Frances does remind me a lot of Lucille Bluth from Arrested Development through most of the book. Here is a character that was used to being rich, pampered, and able to get away with almost anything (much to her late husband’s dismay). Much like Lucille, Frances uses her cutting comments, her penchant for drinking at all hours, and her domineering ways with everyone, including the coddling of her thirtysomething man-child son Malcolm (who is now bumbling around through life because it’s always been steered by his mother) to get through a life she seems bored with.

There is an absurdist aspect about the whole novel, which includes the Price family’s financial situation and how things seemly always work out for them; and whole theme of the book being about the “tragedy of manners”. And it even gets a bit fantastical with the reveal that their cat, Small Frank, is harboring the “spirit” (?) of Frances late husband. The subtleness and easy acceptance of this -and the fact that deWitt decides not to explain any of it- is somewhat enduring as well.

As the book proceeds to its end, you understand where it closes at, and even that’s hinted in the title, which “refers to leaving a social gathering without saying your farewells. One moment you're at the bar, or the house party, or the Sunday morning wedding brunch. The next moment you're gone.” Other terms include an Irish goodbye, and ghosting. Still, deWitt writes beautifully and, as always, I love his bizarre humor:

 

“What’s the opposite of a miracle?” Malcolm asks.

 

Frances sat upright in her bed. “How many letters?”


11 October 2015

Books: Undermajordomo Minor by Patrick deWitt (2015)




One of the biggest things I miss about the closing of Borders was getting Advanced Reader Copy’s of writers books. Most that came were by new authors, but you could always count on an oldie but a goodie (such as Stephen King) from time to time. One book that came in 2011 during the last few months of the companies existence was The Sisters Brothers by Patrick deWitt. It was a darkly comic, Western-inspired story that takes place in Oregon and California in 1851. The narrator is Eli Sisters and his brother Charlie are assassins sent to kill Hermann Kermit Warm who is accused of stealing from the Sisters' fearsome boss, the Commodore. Was it the Sisters fault that the man turned out to be sort of likable?

While the novel, with it’s short chapters and and sparse narrative, sometimes seemed indicate deWitt was penning a screenplay, the book was wonderfully odd.
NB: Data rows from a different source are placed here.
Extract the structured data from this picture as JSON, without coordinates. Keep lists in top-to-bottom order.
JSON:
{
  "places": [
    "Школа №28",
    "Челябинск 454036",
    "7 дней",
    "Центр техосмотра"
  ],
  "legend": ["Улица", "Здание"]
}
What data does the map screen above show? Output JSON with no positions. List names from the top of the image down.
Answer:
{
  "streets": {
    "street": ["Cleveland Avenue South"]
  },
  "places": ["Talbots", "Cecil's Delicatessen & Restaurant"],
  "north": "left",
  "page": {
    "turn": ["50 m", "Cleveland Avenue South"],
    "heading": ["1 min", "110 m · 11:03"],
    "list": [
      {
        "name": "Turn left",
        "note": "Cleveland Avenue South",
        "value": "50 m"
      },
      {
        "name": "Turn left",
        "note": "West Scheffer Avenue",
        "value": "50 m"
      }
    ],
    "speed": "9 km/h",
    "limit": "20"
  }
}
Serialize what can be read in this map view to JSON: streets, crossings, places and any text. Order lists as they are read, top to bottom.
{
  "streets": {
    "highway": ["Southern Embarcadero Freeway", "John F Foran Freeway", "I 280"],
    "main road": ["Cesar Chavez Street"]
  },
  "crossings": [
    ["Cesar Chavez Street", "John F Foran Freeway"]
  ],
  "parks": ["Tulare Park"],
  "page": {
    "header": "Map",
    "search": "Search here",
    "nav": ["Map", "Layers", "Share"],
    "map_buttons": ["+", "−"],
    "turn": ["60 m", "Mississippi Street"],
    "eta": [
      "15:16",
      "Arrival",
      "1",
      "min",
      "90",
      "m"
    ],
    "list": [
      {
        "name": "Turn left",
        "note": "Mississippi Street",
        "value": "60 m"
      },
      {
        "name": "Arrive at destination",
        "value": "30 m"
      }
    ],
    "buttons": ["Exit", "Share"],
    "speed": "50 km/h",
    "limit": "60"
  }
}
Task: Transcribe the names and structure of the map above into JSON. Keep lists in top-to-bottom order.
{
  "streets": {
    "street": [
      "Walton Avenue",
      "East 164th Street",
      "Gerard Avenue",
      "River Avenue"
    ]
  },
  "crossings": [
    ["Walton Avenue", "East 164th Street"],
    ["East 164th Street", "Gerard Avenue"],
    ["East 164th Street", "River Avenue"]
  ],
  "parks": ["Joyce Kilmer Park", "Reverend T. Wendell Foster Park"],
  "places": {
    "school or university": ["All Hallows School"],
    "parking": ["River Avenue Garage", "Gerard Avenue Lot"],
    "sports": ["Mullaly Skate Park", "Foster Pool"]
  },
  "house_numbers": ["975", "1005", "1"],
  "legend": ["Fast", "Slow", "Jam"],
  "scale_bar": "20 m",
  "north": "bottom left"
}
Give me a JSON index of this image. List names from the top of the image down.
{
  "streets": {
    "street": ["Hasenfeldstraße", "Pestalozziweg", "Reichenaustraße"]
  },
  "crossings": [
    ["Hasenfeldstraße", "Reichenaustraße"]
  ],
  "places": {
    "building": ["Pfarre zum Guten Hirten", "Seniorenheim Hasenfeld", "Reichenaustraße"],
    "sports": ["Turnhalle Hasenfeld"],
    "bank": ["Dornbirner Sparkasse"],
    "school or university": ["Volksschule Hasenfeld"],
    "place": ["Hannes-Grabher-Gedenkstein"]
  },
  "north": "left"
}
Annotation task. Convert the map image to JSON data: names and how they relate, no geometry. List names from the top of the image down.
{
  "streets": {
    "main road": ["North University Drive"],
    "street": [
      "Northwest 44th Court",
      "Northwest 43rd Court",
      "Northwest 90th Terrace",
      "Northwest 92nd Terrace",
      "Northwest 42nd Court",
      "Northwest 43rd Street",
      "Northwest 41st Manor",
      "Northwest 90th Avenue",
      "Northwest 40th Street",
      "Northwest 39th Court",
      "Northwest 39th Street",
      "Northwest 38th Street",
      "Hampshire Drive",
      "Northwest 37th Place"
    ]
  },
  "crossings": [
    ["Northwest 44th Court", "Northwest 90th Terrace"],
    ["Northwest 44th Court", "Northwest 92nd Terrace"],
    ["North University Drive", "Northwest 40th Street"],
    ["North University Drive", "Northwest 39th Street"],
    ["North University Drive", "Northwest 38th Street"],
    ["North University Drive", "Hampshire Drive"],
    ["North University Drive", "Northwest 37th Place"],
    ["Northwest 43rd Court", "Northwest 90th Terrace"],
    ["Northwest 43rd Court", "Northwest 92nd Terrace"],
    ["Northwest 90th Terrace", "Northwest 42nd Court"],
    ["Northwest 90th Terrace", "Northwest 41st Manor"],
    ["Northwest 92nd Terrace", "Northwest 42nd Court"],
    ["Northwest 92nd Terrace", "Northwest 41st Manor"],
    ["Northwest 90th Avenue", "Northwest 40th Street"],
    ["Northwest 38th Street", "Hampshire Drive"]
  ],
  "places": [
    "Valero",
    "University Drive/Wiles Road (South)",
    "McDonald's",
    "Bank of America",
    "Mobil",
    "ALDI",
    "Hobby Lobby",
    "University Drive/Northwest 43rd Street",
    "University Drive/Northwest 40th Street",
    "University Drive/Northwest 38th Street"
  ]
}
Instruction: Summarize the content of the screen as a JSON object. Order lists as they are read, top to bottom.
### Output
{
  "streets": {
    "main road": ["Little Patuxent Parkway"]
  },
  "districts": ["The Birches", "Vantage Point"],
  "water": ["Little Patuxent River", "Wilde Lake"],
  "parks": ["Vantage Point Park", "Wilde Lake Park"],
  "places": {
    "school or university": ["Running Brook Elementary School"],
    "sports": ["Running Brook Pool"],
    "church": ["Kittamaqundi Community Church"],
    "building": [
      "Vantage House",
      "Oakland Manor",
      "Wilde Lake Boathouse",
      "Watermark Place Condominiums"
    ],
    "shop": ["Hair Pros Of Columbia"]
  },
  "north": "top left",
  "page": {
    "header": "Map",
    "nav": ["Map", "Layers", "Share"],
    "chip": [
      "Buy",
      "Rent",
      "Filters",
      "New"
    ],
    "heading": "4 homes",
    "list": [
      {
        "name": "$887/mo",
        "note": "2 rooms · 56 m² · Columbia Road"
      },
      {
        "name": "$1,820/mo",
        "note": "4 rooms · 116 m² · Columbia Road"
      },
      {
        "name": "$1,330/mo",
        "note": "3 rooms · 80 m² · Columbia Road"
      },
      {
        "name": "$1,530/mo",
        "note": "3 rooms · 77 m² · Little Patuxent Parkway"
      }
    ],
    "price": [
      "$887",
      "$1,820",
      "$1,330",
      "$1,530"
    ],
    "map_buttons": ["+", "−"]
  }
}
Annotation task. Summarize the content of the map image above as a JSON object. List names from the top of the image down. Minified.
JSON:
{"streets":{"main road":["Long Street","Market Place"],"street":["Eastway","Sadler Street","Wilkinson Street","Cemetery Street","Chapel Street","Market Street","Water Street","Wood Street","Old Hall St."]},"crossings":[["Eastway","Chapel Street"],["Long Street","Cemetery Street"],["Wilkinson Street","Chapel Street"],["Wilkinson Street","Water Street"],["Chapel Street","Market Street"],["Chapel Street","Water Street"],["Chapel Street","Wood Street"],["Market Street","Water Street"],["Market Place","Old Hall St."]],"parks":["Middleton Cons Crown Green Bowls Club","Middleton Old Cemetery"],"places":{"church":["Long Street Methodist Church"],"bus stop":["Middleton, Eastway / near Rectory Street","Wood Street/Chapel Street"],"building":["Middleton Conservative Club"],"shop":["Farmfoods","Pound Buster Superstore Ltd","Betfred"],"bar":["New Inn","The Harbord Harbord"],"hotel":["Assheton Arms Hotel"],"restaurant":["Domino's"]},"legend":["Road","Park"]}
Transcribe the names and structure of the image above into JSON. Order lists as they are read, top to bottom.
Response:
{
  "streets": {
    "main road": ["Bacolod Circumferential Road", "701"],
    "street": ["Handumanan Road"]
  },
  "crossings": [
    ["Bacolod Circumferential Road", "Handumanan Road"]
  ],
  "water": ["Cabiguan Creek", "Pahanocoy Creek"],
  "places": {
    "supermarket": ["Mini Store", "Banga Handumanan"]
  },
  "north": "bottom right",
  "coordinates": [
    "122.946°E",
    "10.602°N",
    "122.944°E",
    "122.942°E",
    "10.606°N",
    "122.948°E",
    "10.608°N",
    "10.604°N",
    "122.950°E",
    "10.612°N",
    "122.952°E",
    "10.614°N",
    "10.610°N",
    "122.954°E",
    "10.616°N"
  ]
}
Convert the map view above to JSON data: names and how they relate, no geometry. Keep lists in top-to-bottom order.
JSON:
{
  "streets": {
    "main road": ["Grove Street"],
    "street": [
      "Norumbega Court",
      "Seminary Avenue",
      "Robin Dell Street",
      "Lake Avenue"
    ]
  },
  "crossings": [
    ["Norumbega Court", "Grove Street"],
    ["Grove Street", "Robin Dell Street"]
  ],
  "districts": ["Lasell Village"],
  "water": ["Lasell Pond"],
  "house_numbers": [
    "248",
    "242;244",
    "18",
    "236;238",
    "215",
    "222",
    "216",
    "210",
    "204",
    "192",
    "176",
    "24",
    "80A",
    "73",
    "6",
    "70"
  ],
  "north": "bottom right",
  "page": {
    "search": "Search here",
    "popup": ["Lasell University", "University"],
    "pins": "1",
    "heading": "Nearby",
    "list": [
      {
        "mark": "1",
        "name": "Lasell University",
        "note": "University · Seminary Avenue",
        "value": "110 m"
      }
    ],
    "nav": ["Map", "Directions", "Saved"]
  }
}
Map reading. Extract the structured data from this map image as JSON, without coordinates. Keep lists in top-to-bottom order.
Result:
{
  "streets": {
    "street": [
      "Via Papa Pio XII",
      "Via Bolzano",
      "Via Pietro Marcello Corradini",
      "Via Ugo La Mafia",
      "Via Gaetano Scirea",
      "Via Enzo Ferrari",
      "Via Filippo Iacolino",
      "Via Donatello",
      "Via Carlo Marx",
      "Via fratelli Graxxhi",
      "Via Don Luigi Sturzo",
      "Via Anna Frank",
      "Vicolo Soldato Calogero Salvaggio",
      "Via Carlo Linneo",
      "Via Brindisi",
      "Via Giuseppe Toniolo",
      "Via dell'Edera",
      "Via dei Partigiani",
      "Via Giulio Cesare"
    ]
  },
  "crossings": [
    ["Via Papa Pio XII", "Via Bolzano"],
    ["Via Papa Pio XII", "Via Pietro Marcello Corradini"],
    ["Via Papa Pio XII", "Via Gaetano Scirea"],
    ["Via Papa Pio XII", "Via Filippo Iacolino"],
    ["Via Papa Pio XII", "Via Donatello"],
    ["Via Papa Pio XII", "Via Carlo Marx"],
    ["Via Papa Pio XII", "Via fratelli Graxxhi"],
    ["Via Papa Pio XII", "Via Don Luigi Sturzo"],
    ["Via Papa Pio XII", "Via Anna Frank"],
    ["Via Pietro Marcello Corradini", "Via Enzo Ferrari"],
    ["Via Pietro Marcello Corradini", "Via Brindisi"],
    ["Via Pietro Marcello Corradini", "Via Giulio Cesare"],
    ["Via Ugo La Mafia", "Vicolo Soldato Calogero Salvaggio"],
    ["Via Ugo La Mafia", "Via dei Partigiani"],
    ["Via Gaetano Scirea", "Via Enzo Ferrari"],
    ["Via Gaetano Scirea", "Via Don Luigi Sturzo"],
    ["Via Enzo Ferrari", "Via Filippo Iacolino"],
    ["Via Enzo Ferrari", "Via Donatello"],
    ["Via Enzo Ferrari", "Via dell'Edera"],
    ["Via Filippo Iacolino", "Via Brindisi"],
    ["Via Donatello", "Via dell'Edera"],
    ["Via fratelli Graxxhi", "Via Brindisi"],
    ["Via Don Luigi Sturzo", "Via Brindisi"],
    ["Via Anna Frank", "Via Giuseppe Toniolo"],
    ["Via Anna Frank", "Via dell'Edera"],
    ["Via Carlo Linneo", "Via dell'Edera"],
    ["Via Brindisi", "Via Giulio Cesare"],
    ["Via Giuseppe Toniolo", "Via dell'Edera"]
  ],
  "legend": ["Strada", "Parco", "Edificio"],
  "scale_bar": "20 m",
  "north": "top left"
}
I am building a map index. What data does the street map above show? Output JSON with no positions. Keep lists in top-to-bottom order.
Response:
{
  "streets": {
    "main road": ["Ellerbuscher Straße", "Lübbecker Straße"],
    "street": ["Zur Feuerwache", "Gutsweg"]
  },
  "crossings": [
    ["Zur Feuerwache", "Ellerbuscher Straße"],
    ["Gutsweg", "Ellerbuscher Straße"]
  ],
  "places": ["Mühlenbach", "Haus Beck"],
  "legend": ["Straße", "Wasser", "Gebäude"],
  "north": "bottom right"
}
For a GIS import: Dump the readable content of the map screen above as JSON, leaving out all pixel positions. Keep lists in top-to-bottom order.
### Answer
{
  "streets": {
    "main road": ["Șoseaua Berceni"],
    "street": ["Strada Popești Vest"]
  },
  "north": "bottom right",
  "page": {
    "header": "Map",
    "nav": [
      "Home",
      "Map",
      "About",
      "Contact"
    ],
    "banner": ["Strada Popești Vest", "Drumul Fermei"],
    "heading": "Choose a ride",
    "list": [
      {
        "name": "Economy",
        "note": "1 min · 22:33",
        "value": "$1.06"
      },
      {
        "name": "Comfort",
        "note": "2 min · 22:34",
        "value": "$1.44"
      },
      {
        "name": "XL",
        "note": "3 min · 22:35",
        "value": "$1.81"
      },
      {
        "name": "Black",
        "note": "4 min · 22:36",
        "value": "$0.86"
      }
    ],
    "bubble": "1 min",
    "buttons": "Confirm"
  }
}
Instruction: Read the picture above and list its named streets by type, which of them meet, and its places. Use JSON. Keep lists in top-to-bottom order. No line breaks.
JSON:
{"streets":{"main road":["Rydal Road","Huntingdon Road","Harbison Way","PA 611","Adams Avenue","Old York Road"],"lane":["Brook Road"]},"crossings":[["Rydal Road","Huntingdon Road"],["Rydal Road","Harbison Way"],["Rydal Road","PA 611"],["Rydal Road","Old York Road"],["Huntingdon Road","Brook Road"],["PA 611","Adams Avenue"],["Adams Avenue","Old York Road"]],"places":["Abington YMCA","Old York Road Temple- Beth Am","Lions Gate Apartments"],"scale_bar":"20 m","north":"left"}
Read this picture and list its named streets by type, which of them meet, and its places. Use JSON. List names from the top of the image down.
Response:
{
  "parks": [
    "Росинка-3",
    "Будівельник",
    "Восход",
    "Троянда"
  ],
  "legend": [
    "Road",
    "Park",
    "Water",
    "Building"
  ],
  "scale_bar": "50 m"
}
And then, by accident, after reading this book, a remainder version of his first book, Ablutions, came into the store. Of course, as things happen, I’ve yet to pick up the slim book. It’s somewhere here, but at this writing I’m not so sure where it is. Life of a bibliphile.

Anyways, while in Portland working on Something Like Summer, I was surfing through Powell’s and saw that deWitt’s newest book, Undermajordomo Minor, got released. So I scored a copy at the library when I got back. 

And while it’s clear that The Sisters Brothers was a Western (well, western themed, because it really wasn’t about cowboys), Undermajordomo Minor is sort of hard to categorize into a genre. It could be a literary fantasy book, but I don’t think it is. It has tinges of English gothic to it, as well. It may, for me who needs to categorize things, really fairy tale or fable. Well, a fable without a moral. It is certainly a love story and an adventure story but it’s also an ink-black comedy of manners.

“Lucien (Lucy) Minor is the resident odd duck in the bucolic hamlet of Bury. Friendless and loveless, young and aimless, Lucy is a compulsive liar, a sickly weakling in a town famous for producing brutish giants. Then Lucy accepts employment assisting the Majordomo of the remote, foreboding Castle Von Aux. While tending to his new post as Undermajordomo, Lucy soon discovers the place harbors many dark secrets, not least of which is the whereabouts of the castle’s master, Baron Von Aux? He also encounters the colorful people of the local village—thieves, madmen, aristocrats, and Klara, a delicate beauty whose love he must compete for with the exceptionally handsome soldier, Adolphus. Thus begins a tale of polite theft, bitter heartbreak, domestic mystery, and cold-blooded murder in which every aspect of human behavior is laid bare for our hero to observe.”

Once again, deWitt employs short chapters that remind me of what screenplay looks like. But while I don’t find that jarring –it actually propels the story- it may put people off a bit, especially those more literary readers. The prose, which may seem light, is filled with many weighty issues. Much like science fiction writer Joe Haldeman, deWitt is able to give a lot of meaning in short passages. The humor, dark and often laugh out loud, is brilliantly rendered here. Sometimes I often felt I was watching an old BBC costume drama, mixed with Hammer Films spooky castles. The book does take a weird left turn towards the end, but it’s not out of place in the atmosphere deWitt was trying to create. 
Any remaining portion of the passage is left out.